:: Your task ::
Copy out each line of the data holding "Brooklands".

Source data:
::::
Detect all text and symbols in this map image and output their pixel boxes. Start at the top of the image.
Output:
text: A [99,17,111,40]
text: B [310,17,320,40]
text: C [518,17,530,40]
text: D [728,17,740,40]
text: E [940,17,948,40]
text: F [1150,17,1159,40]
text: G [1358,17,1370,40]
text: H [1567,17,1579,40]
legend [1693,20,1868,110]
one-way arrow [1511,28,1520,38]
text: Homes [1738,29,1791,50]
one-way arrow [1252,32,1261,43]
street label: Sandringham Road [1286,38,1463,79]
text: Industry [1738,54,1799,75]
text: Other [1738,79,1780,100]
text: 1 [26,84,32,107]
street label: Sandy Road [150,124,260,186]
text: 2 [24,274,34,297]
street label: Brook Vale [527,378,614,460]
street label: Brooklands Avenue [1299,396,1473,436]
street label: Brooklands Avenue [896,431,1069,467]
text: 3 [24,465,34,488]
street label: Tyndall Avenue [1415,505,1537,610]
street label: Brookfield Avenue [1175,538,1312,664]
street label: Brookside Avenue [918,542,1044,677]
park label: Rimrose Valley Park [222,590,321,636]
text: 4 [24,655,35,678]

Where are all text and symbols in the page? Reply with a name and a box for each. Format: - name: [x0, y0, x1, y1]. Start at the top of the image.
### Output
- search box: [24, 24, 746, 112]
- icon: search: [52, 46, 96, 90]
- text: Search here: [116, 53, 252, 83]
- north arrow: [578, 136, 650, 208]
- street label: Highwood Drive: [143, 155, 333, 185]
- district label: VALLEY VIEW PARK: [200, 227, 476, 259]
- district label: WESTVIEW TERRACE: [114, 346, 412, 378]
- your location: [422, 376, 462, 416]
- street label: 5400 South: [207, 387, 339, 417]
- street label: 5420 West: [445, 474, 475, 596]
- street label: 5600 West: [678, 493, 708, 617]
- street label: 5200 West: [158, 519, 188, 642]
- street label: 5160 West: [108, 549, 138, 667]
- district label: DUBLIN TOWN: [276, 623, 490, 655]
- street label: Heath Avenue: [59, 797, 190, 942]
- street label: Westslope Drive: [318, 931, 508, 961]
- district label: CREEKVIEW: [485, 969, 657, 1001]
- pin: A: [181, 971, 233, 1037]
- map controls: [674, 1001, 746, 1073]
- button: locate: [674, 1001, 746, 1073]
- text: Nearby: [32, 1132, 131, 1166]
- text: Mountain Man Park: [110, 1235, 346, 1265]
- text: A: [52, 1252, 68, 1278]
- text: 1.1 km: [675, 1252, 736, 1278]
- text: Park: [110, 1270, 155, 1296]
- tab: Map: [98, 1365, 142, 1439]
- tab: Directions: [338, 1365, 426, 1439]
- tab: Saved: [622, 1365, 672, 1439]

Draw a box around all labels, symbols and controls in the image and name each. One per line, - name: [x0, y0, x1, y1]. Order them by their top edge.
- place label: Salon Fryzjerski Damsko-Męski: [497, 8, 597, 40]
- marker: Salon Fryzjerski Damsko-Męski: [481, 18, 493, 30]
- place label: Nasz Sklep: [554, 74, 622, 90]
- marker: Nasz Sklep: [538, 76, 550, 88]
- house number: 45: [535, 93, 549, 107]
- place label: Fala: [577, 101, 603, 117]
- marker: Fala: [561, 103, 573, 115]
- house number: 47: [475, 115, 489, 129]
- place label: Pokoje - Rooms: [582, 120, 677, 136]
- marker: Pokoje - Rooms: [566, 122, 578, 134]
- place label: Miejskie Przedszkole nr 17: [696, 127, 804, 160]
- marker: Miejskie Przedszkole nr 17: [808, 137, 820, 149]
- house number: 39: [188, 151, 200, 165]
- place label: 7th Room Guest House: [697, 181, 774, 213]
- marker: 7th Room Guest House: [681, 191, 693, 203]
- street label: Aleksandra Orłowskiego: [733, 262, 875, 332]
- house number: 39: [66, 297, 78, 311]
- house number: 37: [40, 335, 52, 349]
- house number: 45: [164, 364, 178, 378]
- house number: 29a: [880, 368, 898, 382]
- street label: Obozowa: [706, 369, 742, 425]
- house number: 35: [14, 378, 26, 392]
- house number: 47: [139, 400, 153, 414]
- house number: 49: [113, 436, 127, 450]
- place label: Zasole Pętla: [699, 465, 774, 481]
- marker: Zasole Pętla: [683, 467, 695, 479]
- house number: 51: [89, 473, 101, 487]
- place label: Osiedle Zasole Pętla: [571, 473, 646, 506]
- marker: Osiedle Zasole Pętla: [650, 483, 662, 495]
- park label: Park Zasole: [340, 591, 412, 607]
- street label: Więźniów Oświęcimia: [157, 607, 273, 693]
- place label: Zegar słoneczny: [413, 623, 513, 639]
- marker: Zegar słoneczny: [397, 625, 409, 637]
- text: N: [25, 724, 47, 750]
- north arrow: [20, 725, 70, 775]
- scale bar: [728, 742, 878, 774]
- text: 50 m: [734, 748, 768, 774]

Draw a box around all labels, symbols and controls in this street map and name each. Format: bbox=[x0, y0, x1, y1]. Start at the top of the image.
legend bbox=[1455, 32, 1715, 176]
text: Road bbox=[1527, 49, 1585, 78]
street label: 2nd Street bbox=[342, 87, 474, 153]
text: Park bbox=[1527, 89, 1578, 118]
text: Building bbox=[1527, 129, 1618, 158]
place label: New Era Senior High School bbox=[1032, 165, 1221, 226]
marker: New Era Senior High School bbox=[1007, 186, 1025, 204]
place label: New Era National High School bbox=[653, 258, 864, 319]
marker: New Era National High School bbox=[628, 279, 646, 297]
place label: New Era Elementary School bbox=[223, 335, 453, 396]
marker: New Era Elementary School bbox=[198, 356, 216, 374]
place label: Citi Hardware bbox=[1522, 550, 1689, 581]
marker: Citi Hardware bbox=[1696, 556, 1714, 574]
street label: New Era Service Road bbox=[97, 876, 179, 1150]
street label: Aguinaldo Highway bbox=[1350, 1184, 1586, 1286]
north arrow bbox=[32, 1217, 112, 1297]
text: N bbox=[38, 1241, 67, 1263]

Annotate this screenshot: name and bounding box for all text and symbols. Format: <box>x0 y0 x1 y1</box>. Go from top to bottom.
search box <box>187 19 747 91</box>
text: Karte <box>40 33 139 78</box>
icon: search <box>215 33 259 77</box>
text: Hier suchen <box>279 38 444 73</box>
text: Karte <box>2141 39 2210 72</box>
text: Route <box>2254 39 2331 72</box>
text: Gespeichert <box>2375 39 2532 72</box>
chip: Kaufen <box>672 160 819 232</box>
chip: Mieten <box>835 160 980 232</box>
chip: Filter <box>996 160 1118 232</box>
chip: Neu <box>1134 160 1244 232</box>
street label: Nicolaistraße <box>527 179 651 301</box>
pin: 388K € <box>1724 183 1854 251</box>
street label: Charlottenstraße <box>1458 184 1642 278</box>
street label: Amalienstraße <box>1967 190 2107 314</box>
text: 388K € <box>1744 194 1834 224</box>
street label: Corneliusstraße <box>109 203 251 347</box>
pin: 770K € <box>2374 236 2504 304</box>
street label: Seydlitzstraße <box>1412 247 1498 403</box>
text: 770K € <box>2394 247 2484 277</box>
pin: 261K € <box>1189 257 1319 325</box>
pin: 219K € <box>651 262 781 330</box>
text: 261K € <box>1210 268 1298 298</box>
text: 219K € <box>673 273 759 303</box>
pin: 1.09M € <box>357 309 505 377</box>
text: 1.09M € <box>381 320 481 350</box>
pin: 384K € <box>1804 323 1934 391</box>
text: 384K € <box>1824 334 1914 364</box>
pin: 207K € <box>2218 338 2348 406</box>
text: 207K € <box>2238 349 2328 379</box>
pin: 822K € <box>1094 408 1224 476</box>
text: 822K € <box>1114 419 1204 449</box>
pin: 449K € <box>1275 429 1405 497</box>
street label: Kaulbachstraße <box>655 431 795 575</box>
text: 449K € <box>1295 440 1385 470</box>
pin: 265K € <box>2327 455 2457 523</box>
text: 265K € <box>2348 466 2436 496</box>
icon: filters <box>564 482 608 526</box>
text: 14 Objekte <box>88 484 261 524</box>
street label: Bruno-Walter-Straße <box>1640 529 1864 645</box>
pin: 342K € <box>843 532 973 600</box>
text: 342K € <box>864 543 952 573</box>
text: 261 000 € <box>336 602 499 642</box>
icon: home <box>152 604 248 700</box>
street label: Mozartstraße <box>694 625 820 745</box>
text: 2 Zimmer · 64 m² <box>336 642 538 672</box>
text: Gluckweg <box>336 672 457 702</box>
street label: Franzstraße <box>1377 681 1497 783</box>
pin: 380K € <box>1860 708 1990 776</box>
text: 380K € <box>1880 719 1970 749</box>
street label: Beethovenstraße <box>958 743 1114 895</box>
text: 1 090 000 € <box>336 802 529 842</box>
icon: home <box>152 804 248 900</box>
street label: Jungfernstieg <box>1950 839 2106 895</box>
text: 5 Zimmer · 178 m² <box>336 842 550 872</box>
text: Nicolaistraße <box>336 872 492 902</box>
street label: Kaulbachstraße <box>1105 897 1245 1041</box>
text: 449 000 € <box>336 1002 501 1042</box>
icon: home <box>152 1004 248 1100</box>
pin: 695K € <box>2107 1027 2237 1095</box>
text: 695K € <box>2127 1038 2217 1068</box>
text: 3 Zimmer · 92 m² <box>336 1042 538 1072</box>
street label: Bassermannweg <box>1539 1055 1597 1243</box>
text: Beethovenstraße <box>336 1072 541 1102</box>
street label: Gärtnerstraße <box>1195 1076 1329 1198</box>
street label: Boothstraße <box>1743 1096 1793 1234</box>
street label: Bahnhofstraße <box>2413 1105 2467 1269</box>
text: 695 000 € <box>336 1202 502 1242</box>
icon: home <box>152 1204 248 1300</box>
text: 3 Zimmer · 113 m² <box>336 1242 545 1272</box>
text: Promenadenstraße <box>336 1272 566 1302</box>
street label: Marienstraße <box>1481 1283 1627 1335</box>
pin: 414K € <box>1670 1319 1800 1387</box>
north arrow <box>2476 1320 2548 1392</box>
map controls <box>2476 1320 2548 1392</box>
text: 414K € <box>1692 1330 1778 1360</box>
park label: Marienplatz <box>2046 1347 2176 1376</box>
::::
:: Reply to the task ::
street label: Brooklands Avenue [1299,396,1473,436]
street label: Brooklands Avenue [896,431,1069,467]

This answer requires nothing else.